Player stress and frustration, is subjective. I don't see why keeping that level of a casual friendly system for people who can work around it benifits anyone. It shouldnt be made strictly for a certain generalized playstyle in mind, it should be flexible enough to appropriate the consequences of both styles depending on how the player treats them. If the player just relies on them then thats their problem.
I've played games with more realistic systems that dont make companions more important than the player. The response timer in Gears of War and Saints Row for downed companions seem to hold the better middle ground. The companion dies on your call, but you can get skills to increase their health or the timer you get before they die.
A blend of this would be great. a GoW down timer mixed with something like the buddy system from Far Cry 2. Speaking of which, that was probably one of the coolest things about Far Cry 2, how friendly mercenaries could come to your aid when you dropped to 0 health. It was a "last chance" sort of deal. Another good implementation would be the companion being medi-vacced upon KO (or if they use a GoW system - when the timer runs out) to the nearest friendly town you have established, or a general civilian hub like Diamond City. You'd essentially have to wait a few days for them to fully heal up, then you can find them at a hospital and link up again.
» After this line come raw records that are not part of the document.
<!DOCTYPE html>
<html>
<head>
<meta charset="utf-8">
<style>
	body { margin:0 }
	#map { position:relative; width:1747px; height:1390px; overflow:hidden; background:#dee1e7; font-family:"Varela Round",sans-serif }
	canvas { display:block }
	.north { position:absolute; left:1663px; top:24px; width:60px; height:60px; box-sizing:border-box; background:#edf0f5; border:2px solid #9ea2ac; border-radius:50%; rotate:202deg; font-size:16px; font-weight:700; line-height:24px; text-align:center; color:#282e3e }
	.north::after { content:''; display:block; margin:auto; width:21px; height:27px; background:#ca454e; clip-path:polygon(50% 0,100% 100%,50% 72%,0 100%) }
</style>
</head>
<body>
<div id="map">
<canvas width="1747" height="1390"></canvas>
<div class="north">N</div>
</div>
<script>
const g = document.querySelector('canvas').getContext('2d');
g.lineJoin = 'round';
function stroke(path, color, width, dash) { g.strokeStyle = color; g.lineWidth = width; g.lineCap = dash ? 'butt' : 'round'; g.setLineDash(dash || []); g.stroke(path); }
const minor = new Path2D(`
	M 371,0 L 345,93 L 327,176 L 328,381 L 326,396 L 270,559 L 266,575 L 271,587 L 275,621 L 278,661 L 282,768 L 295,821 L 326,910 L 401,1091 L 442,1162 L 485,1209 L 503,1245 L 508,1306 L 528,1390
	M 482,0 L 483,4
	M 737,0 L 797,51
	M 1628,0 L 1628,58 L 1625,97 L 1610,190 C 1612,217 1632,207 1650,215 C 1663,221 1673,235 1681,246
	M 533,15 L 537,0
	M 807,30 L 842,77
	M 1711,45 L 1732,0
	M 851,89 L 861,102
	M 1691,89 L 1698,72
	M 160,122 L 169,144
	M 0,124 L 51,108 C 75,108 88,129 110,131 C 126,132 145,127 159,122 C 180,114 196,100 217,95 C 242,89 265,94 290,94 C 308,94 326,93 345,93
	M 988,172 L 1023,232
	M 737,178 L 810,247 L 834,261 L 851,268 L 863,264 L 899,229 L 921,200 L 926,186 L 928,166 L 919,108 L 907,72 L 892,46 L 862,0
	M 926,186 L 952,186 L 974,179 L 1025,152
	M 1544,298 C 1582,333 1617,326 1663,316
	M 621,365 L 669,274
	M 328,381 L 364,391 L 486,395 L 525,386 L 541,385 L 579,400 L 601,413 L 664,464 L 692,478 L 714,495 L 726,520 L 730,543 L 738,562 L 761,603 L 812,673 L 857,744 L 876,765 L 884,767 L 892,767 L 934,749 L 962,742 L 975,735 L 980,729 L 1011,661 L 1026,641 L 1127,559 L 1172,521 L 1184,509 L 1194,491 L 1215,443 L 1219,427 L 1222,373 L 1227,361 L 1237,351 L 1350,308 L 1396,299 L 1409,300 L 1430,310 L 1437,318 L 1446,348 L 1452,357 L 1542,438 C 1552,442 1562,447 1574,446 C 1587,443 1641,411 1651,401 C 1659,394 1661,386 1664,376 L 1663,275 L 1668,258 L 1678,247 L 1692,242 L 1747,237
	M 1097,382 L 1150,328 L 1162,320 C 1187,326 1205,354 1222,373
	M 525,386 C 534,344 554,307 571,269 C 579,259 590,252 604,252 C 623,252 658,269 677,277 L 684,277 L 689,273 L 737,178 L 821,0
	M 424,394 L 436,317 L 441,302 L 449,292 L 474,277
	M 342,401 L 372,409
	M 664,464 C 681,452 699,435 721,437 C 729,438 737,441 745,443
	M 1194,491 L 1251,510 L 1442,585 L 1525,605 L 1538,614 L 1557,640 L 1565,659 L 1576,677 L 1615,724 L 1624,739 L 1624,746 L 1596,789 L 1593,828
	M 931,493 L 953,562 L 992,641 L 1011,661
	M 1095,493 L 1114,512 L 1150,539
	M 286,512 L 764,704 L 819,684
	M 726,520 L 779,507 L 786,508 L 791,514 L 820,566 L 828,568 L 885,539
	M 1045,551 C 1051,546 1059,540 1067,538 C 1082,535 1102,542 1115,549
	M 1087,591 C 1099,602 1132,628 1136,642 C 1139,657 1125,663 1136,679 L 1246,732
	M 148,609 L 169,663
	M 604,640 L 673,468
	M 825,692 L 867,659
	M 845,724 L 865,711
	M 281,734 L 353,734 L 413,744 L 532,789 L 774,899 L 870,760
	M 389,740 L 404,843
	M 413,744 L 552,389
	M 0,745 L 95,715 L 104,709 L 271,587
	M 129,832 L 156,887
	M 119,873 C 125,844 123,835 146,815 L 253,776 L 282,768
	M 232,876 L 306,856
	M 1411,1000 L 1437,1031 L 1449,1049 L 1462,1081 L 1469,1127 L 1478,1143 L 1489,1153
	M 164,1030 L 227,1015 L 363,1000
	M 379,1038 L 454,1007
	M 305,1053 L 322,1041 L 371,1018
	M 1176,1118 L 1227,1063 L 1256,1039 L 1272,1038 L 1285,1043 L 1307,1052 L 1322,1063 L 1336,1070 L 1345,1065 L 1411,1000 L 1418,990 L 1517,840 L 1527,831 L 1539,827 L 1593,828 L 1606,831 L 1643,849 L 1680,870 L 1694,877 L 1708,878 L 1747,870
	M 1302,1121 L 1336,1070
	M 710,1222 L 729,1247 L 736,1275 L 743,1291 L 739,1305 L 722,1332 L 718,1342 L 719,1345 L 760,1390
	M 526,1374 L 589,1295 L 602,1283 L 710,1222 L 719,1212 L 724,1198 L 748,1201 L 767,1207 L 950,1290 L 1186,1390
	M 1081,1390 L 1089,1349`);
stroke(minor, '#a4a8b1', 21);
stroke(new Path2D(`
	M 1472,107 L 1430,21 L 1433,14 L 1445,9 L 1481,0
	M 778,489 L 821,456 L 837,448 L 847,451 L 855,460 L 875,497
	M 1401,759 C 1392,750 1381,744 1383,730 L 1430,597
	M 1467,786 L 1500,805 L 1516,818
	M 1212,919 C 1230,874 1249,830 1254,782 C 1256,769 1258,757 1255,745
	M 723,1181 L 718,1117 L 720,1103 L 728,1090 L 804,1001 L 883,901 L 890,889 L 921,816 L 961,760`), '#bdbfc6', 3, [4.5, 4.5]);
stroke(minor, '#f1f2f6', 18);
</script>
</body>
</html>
Should make this feature as option to player, not only companion, but all neutral NPC.
The main reason I don't like to have companion with me is friendly fire.
I'd prefer if they were immortal to the point that if they drop they stay down until you revive them. If you don't have a high enough medical skill ( or whatever replaces it in FO4 ) and probably something like a doctor's bag then yes they'll stay down forever.
I thought Wasteland 2 did a pretty good job of the levels of being hurt and reviving characters from impending death. They should impelemt a system somewhat like that.